Dole sees growth in berries, avocados, organic
A “pivotal element” in Dole plc’s growth plans is to focus the company’s efforts on expanding their presence in faster growing produce categories, particularly berries, avocados, exotic and organics.
The company’s CEO Rory Byrne said in its recent earnings conference call that each of these categories has expanded at a faster rate than average over the past two years.
“This industry growth is driven by the megatrend of health and wellness, as well as the clear sustainability credentials provided by fresh produce,” Byrne told investors and analysts.
The company released its results this week, showing a significant increase in revenue and adjusted EBITDA for the 2021 fiscal year. This year was particularly important following Total Produce’s completion of the remaining 55 percent share of Dole Food Company in 2021, to create Dole plc.
Byrne said that this merger has led to synergies between previously independently operating groups, including “some notable recent developments in the important berry and other avocado categories”.
Past positioning the produce giant in new categories, company leadership wants to bring the brand to new customers, particularly in new markets across Europe. To do so, Dole plc will “continue to actively seek out synergistic and value-enhancing M&A opportunities”.
When asked about market disruptions due to the Russian invasion of Ukraine, Byrne said it is still too early to tell what impact the war will have on its business.

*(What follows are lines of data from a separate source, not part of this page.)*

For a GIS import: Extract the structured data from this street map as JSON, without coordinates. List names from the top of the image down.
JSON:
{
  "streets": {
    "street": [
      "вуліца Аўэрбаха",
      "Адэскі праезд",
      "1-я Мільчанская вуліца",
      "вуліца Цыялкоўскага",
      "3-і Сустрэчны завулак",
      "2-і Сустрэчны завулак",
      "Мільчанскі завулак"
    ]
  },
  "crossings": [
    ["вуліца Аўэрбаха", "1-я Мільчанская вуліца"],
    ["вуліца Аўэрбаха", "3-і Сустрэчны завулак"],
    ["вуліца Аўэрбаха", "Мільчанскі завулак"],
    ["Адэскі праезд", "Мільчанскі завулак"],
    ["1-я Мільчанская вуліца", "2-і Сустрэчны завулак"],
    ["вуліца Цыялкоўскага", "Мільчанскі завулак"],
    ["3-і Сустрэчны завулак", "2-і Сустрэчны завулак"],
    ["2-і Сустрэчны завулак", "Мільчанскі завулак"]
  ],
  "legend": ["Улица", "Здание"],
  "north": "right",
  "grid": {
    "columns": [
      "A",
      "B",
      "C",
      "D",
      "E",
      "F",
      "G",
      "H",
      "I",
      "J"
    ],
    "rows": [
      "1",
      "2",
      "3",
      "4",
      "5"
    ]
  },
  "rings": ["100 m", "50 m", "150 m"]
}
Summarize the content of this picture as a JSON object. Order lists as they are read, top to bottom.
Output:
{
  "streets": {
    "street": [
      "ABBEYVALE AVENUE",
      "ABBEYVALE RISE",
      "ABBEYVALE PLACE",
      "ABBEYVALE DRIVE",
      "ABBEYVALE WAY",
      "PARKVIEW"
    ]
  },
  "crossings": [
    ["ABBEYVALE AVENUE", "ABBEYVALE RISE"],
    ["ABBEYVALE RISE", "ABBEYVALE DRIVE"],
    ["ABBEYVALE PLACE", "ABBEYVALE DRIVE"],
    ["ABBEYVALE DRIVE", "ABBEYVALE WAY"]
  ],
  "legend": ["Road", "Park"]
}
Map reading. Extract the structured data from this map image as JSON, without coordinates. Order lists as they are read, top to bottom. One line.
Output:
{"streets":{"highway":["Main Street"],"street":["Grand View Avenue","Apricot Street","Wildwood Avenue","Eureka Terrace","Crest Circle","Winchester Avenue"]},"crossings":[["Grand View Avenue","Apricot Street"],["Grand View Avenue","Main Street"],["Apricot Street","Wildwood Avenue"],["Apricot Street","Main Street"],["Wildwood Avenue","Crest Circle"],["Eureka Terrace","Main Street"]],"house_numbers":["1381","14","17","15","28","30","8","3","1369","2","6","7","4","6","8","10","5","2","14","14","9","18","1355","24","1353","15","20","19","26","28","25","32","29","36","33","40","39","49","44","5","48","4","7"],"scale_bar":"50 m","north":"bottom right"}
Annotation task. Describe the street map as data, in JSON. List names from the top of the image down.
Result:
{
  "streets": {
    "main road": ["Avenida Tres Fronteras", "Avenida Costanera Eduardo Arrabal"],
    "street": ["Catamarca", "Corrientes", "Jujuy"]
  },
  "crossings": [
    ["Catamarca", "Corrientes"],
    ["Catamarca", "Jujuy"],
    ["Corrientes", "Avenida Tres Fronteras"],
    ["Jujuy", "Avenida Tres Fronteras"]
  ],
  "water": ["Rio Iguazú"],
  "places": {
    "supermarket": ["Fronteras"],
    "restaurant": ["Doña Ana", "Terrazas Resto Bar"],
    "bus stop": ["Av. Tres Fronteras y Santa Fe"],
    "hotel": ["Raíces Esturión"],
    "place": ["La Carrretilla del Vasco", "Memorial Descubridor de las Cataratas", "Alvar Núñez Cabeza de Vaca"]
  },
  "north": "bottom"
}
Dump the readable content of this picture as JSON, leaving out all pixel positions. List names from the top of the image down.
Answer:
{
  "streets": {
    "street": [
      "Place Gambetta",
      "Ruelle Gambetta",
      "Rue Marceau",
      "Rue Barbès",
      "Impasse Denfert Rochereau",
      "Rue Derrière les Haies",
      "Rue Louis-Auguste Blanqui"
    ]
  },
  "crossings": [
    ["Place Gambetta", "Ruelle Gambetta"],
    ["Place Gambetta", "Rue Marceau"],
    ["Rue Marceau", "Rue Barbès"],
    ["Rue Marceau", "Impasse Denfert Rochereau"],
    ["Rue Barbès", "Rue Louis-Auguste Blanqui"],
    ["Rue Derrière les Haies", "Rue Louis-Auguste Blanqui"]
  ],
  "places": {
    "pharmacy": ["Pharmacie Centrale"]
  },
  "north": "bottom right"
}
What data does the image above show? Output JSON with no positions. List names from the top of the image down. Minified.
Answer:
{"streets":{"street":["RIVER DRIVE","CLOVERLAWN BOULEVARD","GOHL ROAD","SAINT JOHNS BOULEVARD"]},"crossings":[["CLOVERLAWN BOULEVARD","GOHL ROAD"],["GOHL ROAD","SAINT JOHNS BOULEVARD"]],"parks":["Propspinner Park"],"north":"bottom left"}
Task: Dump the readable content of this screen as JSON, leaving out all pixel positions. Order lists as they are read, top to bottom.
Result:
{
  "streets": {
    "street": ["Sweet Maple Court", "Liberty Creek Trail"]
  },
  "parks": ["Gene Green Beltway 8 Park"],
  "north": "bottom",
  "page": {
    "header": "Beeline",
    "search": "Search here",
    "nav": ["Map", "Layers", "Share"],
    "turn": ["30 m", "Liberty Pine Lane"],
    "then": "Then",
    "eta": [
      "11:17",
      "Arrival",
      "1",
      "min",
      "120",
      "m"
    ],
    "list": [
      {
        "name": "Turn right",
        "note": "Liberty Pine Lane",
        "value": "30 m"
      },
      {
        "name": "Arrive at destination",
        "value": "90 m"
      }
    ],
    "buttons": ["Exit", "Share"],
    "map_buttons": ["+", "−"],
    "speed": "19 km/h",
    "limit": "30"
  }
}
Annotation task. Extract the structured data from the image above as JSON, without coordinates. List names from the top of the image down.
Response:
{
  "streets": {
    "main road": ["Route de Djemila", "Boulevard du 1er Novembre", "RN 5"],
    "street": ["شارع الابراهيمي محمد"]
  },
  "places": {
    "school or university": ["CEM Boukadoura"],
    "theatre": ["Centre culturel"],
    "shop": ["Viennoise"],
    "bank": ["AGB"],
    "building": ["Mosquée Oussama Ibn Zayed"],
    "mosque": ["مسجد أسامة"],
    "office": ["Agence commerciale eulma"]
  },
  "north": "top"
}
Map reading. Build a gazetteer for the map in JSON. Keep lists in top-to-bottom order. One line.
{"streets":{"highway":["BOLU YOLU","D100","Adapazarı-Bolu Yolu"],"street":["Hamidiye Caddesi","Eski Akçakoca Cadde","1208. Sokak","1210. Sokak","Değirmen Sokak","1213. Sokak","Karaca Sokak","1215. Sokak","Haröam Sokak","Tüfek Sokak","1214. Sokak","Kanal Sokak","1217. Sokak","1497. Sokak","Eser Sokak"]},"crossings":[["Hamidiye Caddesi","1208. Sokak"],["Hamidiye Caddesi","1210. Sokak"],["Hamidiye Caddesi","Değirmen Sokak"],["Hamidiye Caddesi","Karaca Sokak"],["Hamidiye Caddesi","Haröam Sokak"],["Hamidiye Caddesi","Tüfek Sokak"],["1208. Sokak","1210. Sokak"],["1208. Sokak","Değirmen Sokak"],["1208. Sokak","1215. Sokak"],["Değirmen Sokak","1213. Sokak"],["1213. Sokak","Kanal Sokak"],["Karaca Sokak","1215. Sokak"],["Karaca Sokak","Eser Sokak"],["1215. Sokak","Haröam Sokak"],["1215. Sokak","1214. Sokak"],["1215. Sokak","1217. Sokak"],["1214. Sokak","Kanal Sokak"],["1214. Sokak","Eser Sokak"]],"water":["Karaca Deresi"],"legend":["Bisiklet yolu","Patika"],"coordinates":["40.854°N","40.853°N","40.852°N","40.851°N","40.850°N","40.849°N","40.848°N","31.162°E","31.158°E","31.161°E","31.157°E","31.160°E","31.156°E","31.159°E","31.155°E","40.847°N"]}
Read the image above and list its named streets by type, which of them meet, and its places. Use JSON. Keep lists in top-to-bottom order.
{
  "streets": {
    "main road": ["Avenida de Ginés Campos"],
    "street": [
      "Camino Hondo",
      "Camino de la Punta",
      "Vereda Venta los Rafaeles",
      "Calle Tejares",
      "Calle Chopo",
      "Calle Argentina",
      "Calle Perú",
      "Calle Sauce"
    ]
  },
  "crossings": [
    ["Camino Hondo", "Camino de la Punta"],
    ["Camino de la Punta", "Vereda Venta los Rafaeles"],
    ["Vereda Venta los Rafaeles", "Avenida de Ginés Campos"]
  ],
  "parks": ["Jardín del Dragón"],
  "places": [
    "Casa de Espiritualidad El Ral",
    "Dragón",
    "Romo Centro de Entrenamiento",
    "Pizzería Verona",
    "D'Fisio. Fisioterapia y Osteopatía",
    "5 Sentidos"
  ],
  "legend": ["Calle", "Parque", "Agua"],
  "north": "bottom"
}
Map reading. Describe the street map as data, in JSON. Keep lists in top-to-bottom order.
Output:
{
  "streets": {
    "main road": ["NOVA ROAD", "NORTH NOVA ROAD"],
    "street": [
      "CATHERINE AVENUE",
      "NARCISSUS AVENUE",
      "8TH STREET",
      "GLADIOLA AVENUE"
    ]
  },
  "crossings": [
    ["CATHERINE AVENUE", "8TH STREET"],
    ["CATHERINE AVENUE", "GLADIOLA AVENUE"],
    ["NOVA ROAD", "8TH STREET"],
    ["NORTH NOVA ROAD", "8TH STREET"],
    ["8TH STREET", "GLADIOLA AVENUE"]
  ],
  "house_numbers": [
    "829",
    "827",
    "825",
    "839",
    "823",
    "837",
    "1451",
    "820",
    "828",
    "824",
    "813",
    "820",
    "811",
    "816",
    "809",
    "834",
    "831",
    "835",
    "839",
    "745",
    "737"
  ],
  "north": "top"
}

For bananas, one of Dole’s mainstays, he acknowledged that unshipped supplies to Russia in Ecuador could create a supply imbalance. He said it amounts to one third of Ecuador’s banana export crop. But as much of that fruit does not have the right certifications or shipping capacities to reach other destinations
He also added that this is more of an issue for sales on the open market, and that Dole’s sales tend to be under contract for this category.
“Remember, we have almost 80% of all the volumes going into Europe on fixed-price contracts when it comes to bananas,” Byrne added.